By Eliza Jordan

I shook his hand and looked into his eyes. Deep, cloudy colors stared back at me. He smiled a simple smile and showed me how many teeth he had left. None were in the middle of his mouth. I stepped back to get a better look at the man that I had just extended my hand to. He stood there in wonderment looking at me; I was a stranger who was interested in who he was, what he was doing there and why he had only four teeth and six fingers.

“My name’s Nubs,” he said to me, starting and stopping before the beginning of each word. He hesitantly looked at himself and then looked back at me.

“A nickname?” I said to him, pointing to his left hand which consisted only of a strong thumb.
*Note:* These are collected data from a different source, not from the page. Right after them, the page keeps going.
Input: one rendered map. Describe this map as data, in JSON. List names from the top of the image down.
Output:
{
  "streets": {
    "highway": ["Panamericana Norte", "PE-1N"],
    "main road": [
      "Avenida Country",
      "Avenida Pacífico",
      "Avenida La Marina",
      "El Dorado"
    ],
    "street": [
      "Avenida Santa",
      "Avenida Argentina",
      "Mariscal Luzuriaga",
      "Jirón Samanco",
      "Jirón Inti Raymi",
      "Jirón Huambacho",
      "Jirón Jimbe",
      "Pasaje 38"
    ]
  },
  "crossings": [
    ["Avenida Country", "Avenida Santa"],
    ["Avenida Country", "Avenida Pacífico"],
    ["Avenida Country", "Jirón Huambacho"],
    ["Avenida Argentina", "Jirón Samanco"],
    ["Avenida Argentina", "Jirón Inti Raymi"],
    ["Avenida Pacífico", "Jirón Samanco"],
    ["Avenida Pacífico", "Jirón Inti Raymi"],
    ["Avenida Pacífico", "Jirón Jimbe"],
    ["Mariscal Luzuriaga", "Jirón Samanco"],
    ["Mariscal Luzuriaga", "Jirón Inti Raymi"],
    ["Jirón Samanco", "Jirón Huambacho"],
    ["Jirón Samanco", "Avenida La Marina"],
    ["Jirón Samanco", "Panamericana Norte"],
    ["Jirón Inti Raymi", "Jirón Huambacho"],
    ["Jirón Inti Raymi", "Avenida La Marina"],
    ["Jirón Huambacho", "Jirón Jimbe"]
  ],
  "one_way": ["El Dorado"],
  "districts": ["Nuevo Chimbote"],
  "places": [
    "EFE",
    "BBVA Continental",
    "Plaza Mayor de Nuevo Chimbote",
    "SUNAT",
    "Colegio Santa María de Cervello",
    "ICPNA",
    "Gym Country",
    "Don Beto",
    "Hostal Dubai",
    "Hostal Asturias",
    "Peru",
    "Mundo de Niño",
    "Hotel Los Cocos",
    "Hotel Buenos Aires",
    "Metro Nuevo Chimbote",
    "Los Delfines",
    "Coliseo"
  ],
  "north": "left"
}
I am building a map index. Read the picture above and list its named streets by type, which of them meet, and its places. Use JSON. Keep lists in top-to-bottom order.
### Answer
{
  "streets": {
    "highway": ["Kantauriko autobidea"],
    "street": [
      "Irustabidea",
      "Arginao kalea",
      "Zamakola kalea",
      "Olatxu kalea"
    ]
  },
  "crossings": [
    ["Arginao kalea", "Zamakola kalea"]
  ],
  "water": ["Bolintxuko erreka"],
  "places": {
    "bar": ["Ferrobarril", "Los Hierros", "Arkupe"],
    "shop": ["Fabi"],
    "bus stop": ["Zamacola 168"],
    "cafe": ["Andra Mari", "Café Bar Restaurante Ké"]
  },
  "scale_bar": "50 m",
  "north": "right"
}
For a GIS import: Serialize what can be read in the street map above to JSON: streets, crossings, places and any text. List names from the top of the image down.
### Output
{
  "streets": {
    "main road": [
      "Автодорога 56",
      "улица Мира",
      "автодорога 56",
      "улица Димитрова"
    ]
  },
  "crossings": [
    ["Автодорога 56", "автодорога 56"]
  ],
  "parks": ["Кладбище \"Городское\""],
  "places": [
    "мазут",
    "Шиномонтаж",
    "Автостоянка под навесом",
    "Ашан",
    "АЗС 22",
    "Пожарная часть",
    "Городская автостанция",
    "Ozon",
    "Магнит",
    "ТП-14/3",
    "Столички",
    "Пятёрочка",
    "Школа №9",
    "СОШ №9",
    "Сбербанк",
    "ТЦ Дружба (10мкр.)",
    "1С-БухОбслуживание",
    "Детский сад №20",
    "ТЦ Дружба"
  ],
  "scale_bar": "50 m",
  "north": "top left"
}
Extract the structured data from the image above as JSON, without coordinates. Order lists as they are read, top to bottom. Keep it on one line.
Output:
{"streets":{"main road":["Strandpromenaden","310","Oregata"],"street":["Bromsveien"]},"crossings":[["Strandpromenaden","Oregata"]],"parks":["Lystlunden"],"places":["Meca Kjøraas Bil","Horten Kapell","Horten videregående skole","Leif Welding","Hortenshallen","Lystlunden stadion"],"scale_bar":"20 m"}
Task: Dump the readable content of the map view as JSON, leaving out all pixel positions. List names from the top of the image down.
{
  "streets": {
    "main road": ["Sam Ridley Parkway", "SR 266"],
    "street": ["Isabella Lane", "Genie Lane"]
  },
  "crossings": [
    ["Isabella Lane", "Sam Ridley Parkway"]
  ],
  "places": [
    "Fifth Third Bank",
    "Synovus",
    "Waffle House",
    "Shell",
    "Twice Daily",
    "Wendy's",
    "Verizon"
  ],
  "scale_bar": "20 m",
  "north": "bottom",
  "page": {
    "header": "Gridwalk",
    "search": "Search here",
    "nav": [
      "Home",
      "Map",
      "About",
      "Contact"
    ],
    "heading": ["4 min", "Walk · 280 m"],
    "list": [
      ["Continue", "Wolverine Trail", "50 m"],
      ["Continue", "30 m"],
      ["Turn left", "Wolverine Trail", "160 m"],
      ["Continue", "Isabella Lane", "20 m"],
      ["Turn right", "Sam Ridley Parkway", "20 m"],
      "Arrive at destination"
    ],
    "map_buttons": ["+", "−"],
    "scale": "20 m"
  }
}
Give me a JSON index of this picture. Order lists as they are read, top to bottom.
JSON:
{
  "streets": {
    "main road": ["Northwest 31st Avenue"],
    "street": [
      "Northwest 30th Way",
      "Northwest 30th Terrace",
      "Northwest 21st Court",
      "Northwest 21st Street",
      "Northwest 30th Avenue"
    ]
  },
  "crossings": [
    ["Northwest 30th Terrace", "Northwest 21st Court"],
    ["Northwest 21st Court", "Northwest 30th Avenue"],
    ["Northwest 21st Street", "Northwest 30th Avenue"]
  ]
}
The name “Nubs” sounded appropriate after I got a closer look at him. He was not well-spoken, but he was happy. He was dirty, attentive and never shifted his weight from one torn up shoe to the other. He stood firm, dressed in a World Golf Village polo shirt and a green backwards hat. All of his clothing looked to be handed down from a shelter or a previous job.

But Nubs’ regular “jobs” were never regular — they were grueling days of long, hard labor-based work. He described being a Marine during the Vietnam War, how it led him back to Hastings, and thereafter, to work on the farms.

Hastings is a tiny town just north of St. Augustine that is home to many migrant farm workers. Many of these hard workers have either experienced tragic life situations or have lived in Hastings their entire life. Some live on a “camp,” where they may live with three other men in a concrete hotel-styled “apartment,” while others consider their home to be wherever they sleep that night.

The food bank held in the W.E Harris Community Center is not only a powerhouse for the hungry, but is also a life-saving set-up for hundreds of families who may not be able to eat otherwise.

Nubs was just one of many people at the Hastings food bank that I was assigned to film for class. He helped carry food in, set up, sweep, break down the food’s cardboard boxes and leant his hand(s) to just about any effort he could. He smiled nervously at pretty faces, he waved to strangers and he was there and gone before you ever even had the chance to get his name.

Willing to help and happy to do so, Nubs made me think quickly and plainly of what was really important in this maze we call life. Love. Trust. Happiness. Peace. It sounds ridiculously cliche, but it’s not every day that you meet someone whose extra cash is probably less than the cost of your socks. He barely had anything. The dirt on his fingertips could have left thick fingerprints. The hat on his head may have belonged to a 12-year-old boy who got sick of his Christmas gift after a measly six months. He didn’t have a wallet. He had no valuables. He was materialistically poor, but he was emotionally rich. I suddenly looked up to him.

Nubs was a simple man who wanted nothing more than to wake up in the morning. After fighting, moving and working, having a family and leaving all of it to memory, he seemed to be one of the most grateful and appreciative people I’ve yet to come across. I didn’t think that a man with such few teeth and fingers could touch my heart so deeply, but that was my poor judgement and now that’s all long gone.